Alternatively, another way to profit from this scenario is to enter an option position: a Short Iron Butterfly
In the 2nd article, we shall explain what exactly is a Short Iron Butterfly and attempt to calculate the likelihood of profit of this spread.
Why bother to use a spread?
If an asset has a reasonable probability of rising in the near future, a logical course of action would be to simply buy the asset itself. Why bother yourself with added complexity?
- Less downside risk
In the event of adverse price moves, the maximum losses are capped at the net debit to establish the spread.

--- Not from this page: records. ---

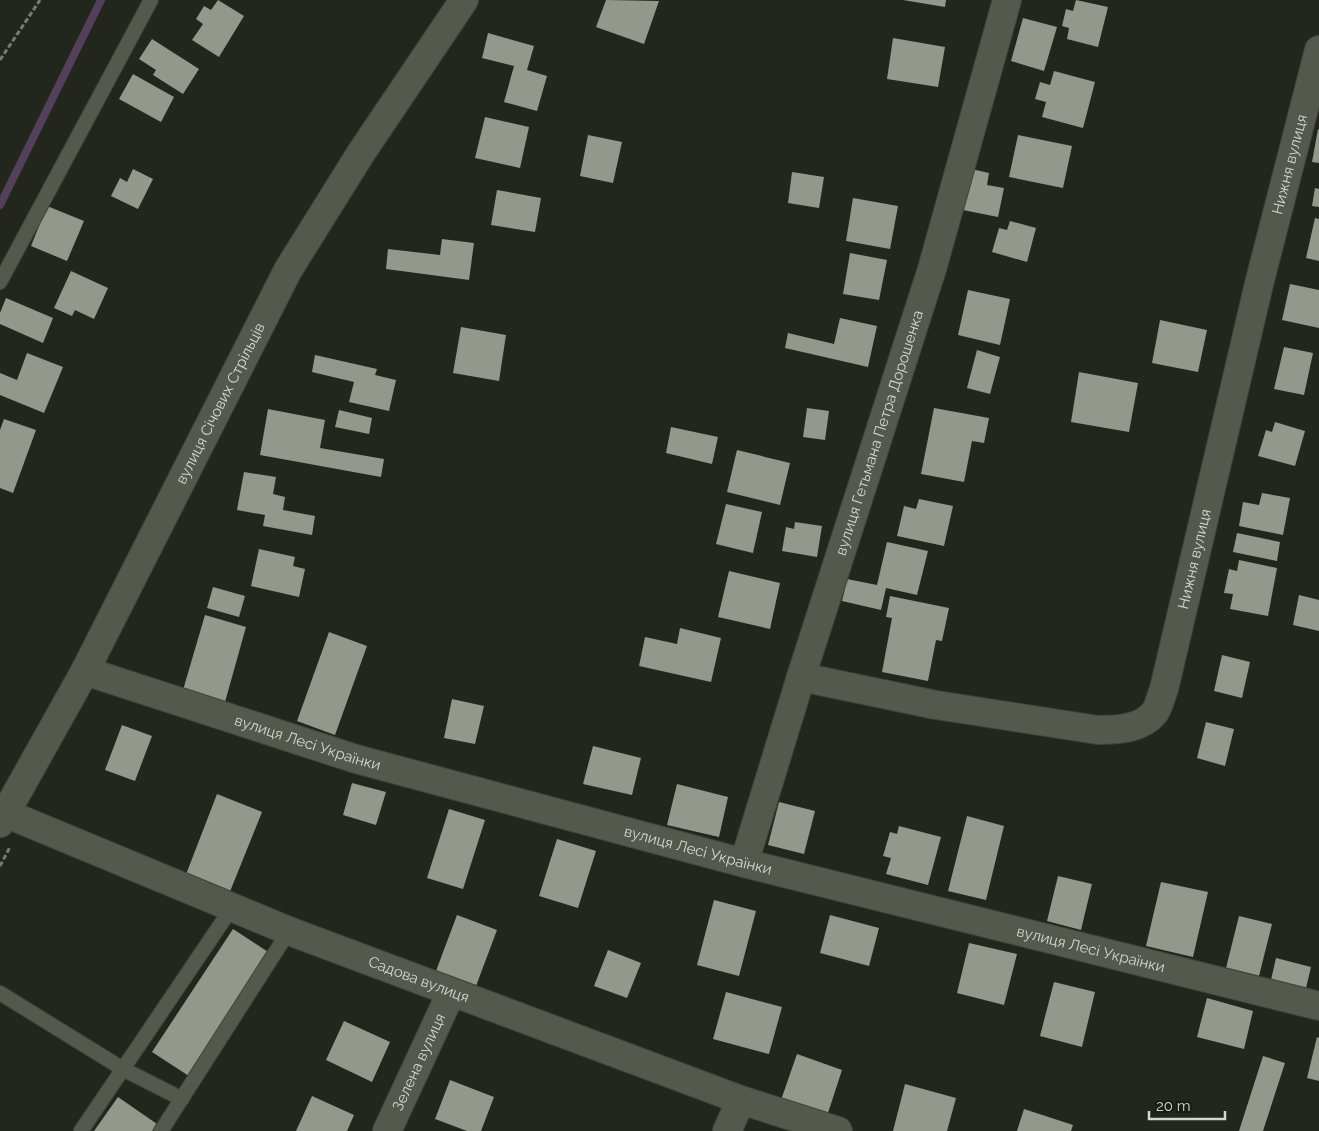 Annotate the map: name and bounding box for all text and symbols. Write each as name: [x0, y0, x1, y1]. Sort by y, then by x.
street label: Нижня вулиця: [1268, 113, 1311, 216]
street label: вулиця Гетьмана Петра Дорошенка: [832, 308, 927, 558]
street label: вулиця Січових Стрільців: [172, 320, 269, 487]
street label: Нижня вулиця: [1174, 507, 1215, 611]
street label: вулиця Лесі Українки: [232, 711, 383, 774]
street label: вулиця Лесі Українки: [622, 822, 774, 879]
street label: вулиця Лесі Українки: [1015, 922, 1167, 976]
street label: Садова вулиця: [366, 952, 472, 1007]
street label: Зелена вулиця: [389, 1011, 449, 1114]
scale bar: [1149, 1088, 1225, 1120]
text: 20 m: [1156, 1097, 1191, 1115] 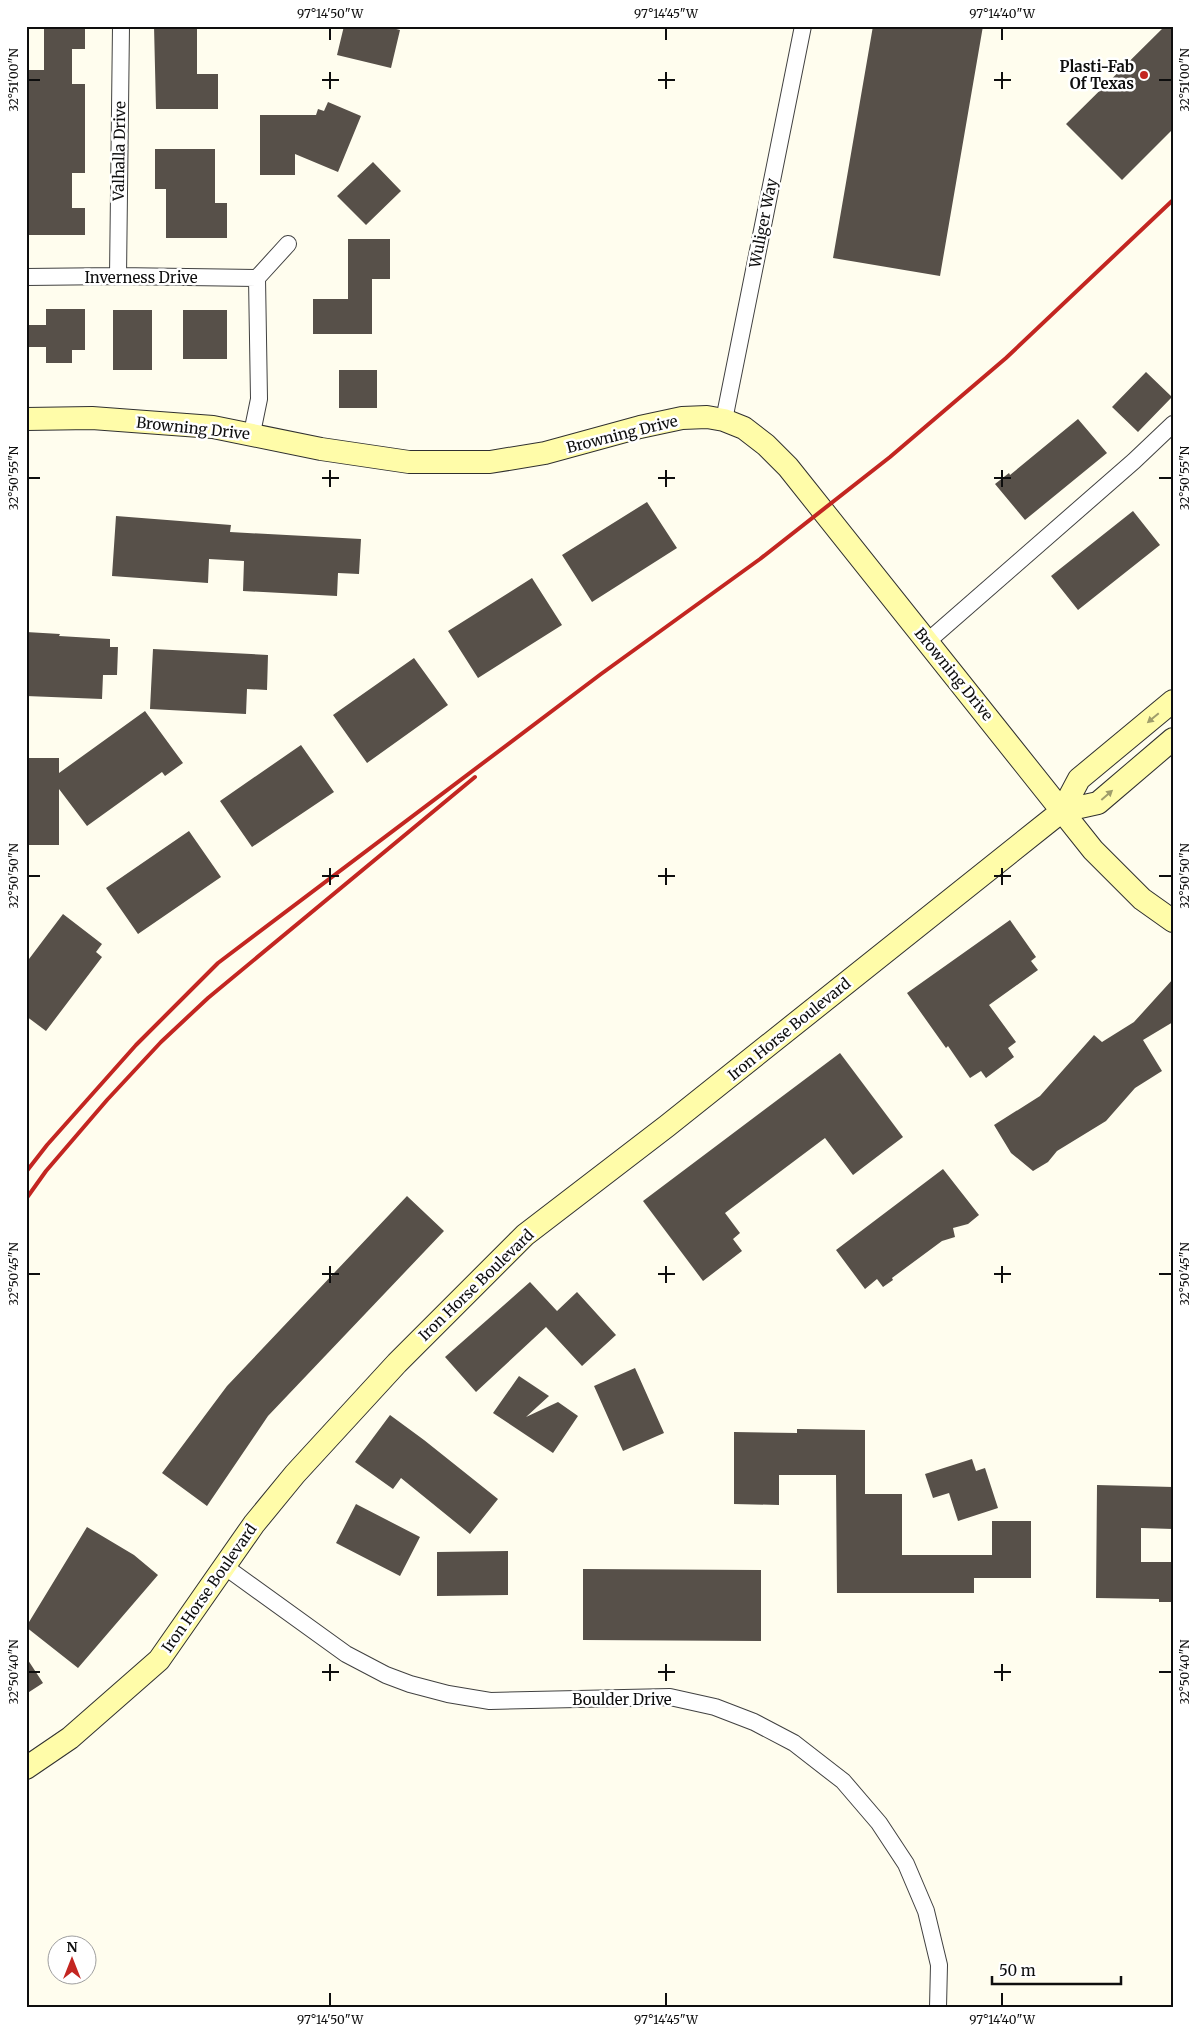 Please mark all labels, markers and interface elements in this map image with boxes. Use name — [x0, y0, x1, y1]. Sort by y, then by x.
text: 97°14'50"W — [297, 6, 364, 21]
text: 97°14'45"W — [634, 6, 699, 21]
text: 97°14'40"W — [969, 6, 1036, 21]
text: 32°51'00"N — [6, 48, 21, 112]
text: 32°51'00"N — [1177, 48, 1192, 112]
place label: Plasti-Fab Of Texas — [1060, 57, 1134, 93]
marker: Plasti-Fab Of Texas — [1138, 69, 1150, 81]
street label: Valhalla Drive — [109, 101, 129, 202]
street label: Wuliger Way — [745, 176, 781, 271]
street label: Inverness Drive — [84, 268, 198, 287]
street label: Browning Drive — [564, 411, 680, 457]
street label: Browning Drive — [135, 413, 251, 443]
text: 32°50'55"N — [6, 445, 21, 510]
text: 32°50'55"N — [1177, 445, 1192, 510]
street label: Browning Drive — [911, 624, 997, 724]
one-way arrow — [1147, 712, 1160, 723]
one-way arrow — [1101, 790, 1114, 801]
text: 32°50'50"N — [6, 842, 21, 909]
text: 32°50'50"N — [1177, 842, 1192, 909]
street label: Iron Horse Boulevard — [724, 974, 854, 1084]
street label: Iron Horse Boulevard — [414, 1225, 538, 1345]
text: 32°50'45"N — [6, 1242, 21, 1306]
text: 32°50'45"N — [1177, 1242, 1192, 1306]
street label: Iron Horse Boulevard — [157, 1520, 261, 1656]
text: 32°50'40"N — [6, 1639, 21, 1705]
text: 32°50'40"N — [1177, 1639, 1192, 1705]
street label: Boulder Drive — [572, 1690, 672, 1709]
north arrow — [48, 1936, 98, 1986]
text: N — [66, 1938, 78, 1956]
scale bar — [992, 1953, 1120, 1985]
text: 50 m — [999, 1961, 1036, 1980]
text: 97°14'50"W — [297, 2012, 364, 2027]
text: 97°14'45"W — [634, 2012, 699, 2027]
text: 97°14'40"W — [969, 2012, 1036, 2027]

- Less upfront capital required to establish a position
For spot assets that are extremely expensive, for instance, pre-stock split equities.
- Leverage
In comparison to the net debit required to establish the position, the profit margins can significantly exceed the the percentage move in the underlying asset.
What our Iron Butterfly looks like
Using the data from the options chain in the previous article, lets establish what the key values of our Short Iron Cond.
Using the data from our options chain generated in the previous article, lets calculate the various key points in our diagram.
- Disclaimer: Rigorous PnL calculations for options involving accounting for the difference in the bid-offer spread, which can vary across different options exchanges. Unfortunately, free data sources are frequently devoid of such information. We shall be using the “last transacted price” for our calculation.
Calls
Puts
From the previous article, we have established that a spread can be established in the vicinity of 195–205.
A short iron butterfly can be summarised with the saying: Long the Wings, Short the Guts
The components of our Spread are:
- 1 Long Put at 195
- 1 Short Put at 200
- 1 Short Call at 200
- 1 Long Call at 205
Net premiums: 100 contracts * (Difference in premiums)
= 100 *(-4.42+7.35+1.94–0.80) = $567
Maximum loss: 100 contracts * (Upper strike — middle strike — premium)
= 100 *[(205–200)-5.67] = $670
Break Event points:
Low: Middle strike — net premium = $200 -$5.67 = $194.33
High: Middle strike+net premium = $200 +$5.67 = $205.67
By putting all these together, we can see that the best case scenario is if AAPL is at $200, where the 100% of the premium of $567 is collected.
Anywhere between 194.33 to 205.67, will result in a favourable outcome that will allow us to pocket a proportion of our premiums between 0% and 100%.
Calculating the likelihood of profit
For this segment, we shall be using an open source Python library to do our calculation. Fellow medium author Robert Gomes has written the library OptionLab, enabling us all to perform a huge variety of options related calculation and strategies.
He has also written many wonderful articles that delve deeper into option theory.
Obtaining the Cumulative Distribution Function
For the purposes of this calculation, we are concerned with the likelihood of the price falling in a particular price range.
We need to calculate the difference between 2 probability distributions.
Thankfully, we are able to easily do so using the codes provided with OptionLab.
The addition of parameters are as follows:
- Range where position is in profit => $194.33 to $205.67
2. Distribution => Statistical distribution to use. Currently available inputs are: “black-scholes”, “normal”, “laplace” or “array”.
3. stock price => Current price of the spot asset
4. Volatility => Annualized Volatility of the asset
5. Interest rate => Current risk free rate usually the yield of 10 year USD treasuries. At time of writing it is 3.90%
6. Time2Maturity => 33 trading days in this example.
#Run "pip install optionlab" in terminal instance
from optionlab.support import getPoP
import yfinance as yf
import numpy as np
ticker = "AAPL"
data = yf.download(ticker,
start="2022-12-23",
end="2023-12-23")["Adj Close"].tolist()
daily_returns = []
for i in range(1, len(data)):
daily_pnl = round((data[i]-data[i-1])/data[i], 3)
daily_returns.append(daily_pnl)
daily_vol = np.std(daily_returns)
annual_vol = daily_vol * np.sqrt(252)
stock_price = 193
interest_rate = 0.039
days_to_expiry = 33
pop=getPoP([[194.33,
205.67]],
"black-scholes",
stockprice=stock_price,
volatility=annual_vol,
interestrate=interest_rate,
time2maturity=days_to_expiry/365)
print("Probablity of profit: "+"%.3f"%pop)
#Terminal output:
#Probablity of profit: 0.307Using the function getPoP (Get probability of profit) provided by option lab, we are able to calculate the likelihood of the short iron butterfly resulting in profit is a decent at 30.7%.